--- Provided records ---

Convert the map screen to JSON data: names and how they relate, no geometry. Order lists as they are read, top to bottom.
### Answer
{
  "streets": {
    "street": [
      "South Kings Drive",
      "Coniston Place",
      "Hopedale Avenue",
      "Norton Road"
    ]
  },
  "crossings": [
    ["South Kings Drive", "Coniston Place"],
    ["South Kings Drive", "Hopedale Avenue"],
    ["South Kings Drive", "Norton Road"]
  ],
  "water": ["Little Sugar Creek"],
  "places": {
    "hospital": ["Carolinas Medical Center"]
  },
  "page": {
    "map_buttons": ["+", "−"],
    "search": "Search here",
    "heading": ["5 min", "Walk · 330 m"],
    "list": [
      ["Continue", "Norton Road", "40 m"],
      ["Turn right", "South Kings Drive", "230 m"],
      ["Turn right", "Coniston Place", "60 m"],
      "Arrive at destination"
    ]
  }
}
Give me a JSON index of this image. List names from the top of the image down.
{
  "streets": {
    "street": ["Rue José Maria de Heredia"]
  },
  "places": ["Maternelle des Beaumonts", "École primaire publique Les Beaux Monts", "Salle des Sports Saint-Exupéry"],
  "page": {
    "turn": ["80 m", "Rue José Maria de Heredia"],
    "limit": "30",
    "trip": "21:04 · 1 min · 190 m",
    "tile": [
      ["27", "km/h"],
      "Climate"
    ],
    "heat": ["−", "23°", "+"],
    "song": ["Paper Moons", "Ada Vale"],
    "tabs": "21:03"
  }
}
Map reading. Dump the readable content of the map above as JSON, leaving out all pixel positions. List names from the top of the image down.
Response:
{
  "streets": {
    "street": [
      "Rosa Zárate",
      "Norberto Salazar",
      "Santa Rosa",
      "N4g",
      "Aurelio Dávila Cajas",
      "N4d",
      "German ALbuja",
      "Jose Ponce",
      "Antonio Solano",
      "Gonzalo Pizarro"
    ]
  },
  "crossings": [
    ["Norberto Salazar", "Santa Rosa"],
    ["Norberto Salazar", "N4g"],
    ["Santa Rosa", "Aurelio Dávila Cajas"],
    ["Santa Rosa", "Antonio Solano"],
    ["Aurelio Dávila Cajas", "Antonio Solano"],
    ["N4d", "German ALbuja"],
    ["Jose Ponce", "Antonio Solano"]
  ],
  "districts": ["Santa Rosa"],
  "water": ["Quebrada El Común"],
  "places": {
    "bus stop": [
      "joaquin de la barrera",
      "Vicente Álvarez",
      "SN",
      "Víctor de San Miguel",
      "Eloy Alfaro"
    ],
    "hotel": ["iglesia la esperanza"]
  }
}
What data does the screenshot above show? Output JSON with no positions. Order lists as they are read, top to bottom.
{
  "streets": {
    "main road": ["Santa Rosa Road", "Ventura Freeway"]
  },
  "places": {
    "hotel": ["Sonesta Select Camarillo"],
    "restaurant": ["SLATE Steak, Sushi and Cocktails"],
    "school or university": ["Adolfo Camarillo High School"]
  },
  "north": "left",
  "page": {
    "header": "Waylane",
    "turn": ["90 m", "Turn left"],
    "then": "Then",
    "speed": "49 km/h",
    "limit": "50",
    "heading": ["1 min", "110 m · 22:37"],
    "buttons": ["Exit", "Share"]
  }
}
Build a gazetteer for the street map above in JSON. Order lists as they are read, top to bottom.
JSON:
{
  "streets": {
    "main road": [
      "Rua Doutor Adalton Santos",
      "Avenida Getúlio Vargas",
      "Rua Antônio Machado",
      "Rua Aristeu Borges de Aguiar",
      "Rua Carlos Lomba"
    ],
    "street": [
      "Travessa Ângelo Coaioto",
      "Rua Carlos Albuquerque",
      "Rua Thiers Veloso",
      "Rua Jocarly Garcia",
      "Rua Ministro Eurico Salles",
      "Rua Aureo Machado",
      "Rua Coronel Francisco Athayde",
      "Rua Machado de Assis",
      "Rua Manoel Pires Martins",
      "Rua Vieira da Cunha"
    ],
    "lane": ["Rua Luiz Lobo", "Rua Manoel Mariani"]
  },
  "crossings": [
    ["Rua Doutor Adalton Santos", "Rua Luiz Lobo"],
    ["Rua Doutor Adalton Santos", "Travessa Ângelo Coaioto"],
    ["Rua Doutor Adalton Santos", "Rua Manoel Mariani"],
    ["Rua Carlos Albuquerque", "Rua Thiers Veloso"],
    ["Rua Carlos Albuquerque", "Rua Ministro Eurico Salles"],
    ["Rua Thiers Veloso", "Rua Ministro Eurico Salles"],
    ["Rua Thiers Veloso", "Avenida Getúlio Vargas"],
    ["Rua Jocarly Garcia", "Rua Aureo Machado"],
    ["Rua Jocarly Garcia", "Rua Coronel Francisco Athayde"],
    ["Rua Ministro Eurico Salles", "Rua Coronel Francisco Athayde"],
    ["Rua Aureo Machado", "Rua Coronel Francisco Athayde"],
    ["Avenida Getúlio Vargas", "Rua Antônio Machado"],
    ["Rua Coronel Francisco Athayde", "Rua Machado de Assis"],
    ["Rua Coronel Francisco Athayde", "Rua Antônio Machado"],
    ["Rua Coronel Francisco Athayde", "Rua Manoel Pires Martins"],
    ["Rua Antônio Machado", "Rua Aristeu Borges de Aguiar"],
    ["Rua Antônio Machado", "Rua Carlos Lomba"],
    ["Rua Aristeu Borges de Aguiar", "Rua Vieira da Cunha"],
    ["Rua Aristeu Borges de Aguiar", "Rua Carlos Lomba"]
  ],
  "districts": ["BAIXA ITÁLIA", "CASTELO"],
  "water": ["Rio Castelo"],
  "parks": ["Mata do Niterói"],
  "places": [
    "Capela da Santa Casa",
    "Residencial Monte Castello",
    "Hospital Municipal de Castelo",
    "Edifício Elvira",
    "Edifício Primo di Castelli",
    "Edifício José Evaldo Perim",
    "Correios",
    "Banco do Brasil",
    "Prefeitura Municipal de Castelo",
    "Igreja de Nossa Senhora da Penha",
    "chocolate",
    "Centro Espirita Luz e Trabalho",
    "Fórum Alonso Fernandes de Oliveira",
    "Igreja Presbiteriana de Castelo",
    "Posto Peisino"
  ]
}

---

_Aim of the task_
The expected response is the entire listing, repeated word for word.

_Response box_
Convert the map screen to JSON data: names and how they relate, no geometry. Order lists as they are read, top to bottom.
### Answer
{
  "streets": {
    "street": [
      "South Kings Drive",
      "Coniston Place",
      "Hopedale Avenue",
      "Norton Road"
    ]
  },
  "crossings": [
    ["South Kings Drive", "Coniston Place"],
    ["South Kings Drive", "Hopedale Avenue"],
    ["South Kings Drive", "Norton Road"]
  ],
  "water": ["Little Sugar Creek"],
  "places": {
    "hospital": ["Carolinas Medical Center"]
  },
  "page": {
    "map_buttons": ["+", "−"],
    "search": "Search here",
    "heading": ["5 min", "Walk · 330 m"],
    "list": [
      ["Continue", "Norton Road", "40 m"],
      ["Turn right", "South Kings Drive", "230 m"],
      ["Turn right", "Coniston Place", "60 m"],
      "Arrive at destination"
    ]
  }
}
Give me a JSON index of this image. List names from the top of the image down.
{
  "streets": {
    "street": ["Rue José Maria de Heredia"]
  },
  "places": ["Maternelle des Beaumonts", "École primaire publique Les Beaux Monts", "Salle des Sports Saint-Exupéry"],
  "page": {
    "turn": ["80 m", "Rue José Maria de Heredia"],
    "limit": "30",
    "trip": "21:04 · 1 min · 190 m",
    "tile": [
      ["27", "km/h"],
      "Climate"
    ],
    "heat": ["−", "23°", "+"],
    "song": ["Paper Moons", "Ada Vale"],
    "tabs": "21:03"
  }
}
Map reading. Dump the readable content of the map above as JSON, leaving out all pixel positions. List names from the top of the image down.
Response:
{
  "streets": {
    "street": [
      "Rosa Zárate",
      "Norberto Salazar",
      "Santa Rosa",
      "N4g",
      "Aurelio Dávila Cajas",
      "N4d",
      "German ALbuja",
      "Jose Ponce",
      "Antonio Solano",
      "Gonzalo Pizarro"
    ]
  },
  "crossings": [
    ["Norberto Salazar", "Santa Rosa"],
    ["Norberto Salazar", "N4g"],
    ["Santa Rosa", "Aurelio Dávila Cajas"],
    ["Santa Rosa", "Antonio Solano"],
    ["Aurelio Dávila Cajas", "Antonio Solano"],
    ["N4d", "German ALbuja"],
    ["Jose Ponce", "Antonio Solano"]
  ],
  "districts": ["Santa Rosa"],
  "water": ["Quebrada El Común"],
  "places": {
    "bus stop": [
      "joaquin de la barrera",
      "Vicente Álvarez",
      "SN",
      "Víctor de San Miguel",
      "Eloy Alfaro"
    ],
    "hotel": ["iglesia la esperanza"]
  }
}
What data does the screenshot above show? Output JSON with no positions. Order lists as they are read, top to bottom.
{
  "streets": {
    "main road": ["Santa Rosa Road", "Ventura Freeway"]
  },
  "places": {
    "hotel": ["Sonesta Select Camarillo"],
    "restaurant": ["SLATE Steak, Sushi and Cocktails"],
    "school or university": ["Adolfo Camarillo High School"]
  },
  "north": "left",
  "page": {
    "header": "Waylane",
    "turn": ["90 m", "Turn left"],
    "then": "Then",
    "speed": "49 km/h",
    "limit": "50",
    "heading": ["1 min", "110 m · 22:37"],
    "buttons": ["Exit", "Share"]
  }
}
Build a gazetteer for the street map above in JSON. Order lists as they are read, top to bottom.
JSON:
{
  "streets": {
    "main road": [
      "Rua Doutor Adalton Santos",
      "Avenida Getúlio Vargas",
      "Rua Antônio Machado",
      "Rua Aristeu Borges de Aguiar",
      "Rua Carlos Lomba"
    ],
    "street": [
      "Travessa Ângelo Coaioto",
      "Rua Carlos Albuquerque",
      "Rua Thiers Veloso",
      "Rua Jocarly Garcia",
      "Rua Ministro Eurico Salles",
      "Rua Aureo Machado",
      "Rua Coronel Francisco Athayde",
      "Rua Machado de Assis",
      "Rua Manoel Pires Martins",
      "Rua Vieira da Cunha"
    ],
    "lane": ["Rua Luiz Lobo", "Rua Manoel Mariani"]
  },
  "crossings": [
    ["Rua Doutor Adalton Santos", "Rua Luiz Lobo"],
    ["Rua Doutor Adalton Santos", "Travessa Ângelo Coaioto"],
    ["Rua Doutor Adalton Santos", "Rua Manoel Mariani"],
    ["Rua Carlos Albuquerque", "Rua Thiers Veloso"],
    ["Rua Carlos Albuquerque", "Rua Ministro Eurico Salles"],
    ["Rua Thiers Veloso", "Rua Ministro Eurico Salles"],
    ["Rua Thiers Veloso", "Avenida Getúlio Vargas"],
    ["Rua Jocarly Garcia", "Rua Aureo Machado"],
    ["Rua Jocarly Garcia", "Rua Coronel Francisco Athayde"],
    ["Rua Ministro Eurico Salles", "Rua Coronel Francisco Athayde"],
    ["Rua Aureo Machado", "Rua Coronel Francisco Athayde"],
    ["Avenida Getúlio Vargas", "Rua Antônio Machado"],
    ["Rua Coronel Francisco Athayde", "Rua Machado de Assis"],
    ["Rua Coronel Francisco Athayde", "Rua Antônio Machado"],
    ["Rua Coronel Francisco Athayde", "Rua Manoel Pires Martins"],
    ["Rua Antônio Machado", "Rua Aristeu Borges de Aguiar"],
    ["Rua Antônio Machado", "Rua Carlos Lomba"],
    ["Rua Aristeu Borges de Aguiar", "Rua Vieira da Cunha"],
    ["Rua Aristeu Borges de Aguiar", "Rua Carlos Lomba"]
  ],
  "districts": ["BAIXA ITÁLIA", "CASTELO"],
  "water": ["Rio Castelo"],
  "parks": ["Mata do Niterói"],
  "places": [
    "Capela da Santa Casa",
    "Residencial Monte Castello",
    "Hospital Municipal de Castelo",
    "Edifício Elvira",
    "Edifício Primo di Castelli",
    "Edifício José Evaldo Perim",
    "Correios",
    "Banco do Brasil",
    "Prefeitura Municipal de Castelo",
    "Igreja de Nossa Senhora da Penha",
    "chocolate",
    "Centro Espirita Luz e Trabalho",
    "Fórum Alonso Fernandes de Oliveira",
    "Igreja Presbiteriana de Castelo",
    "Posto Peisino"
  ]
}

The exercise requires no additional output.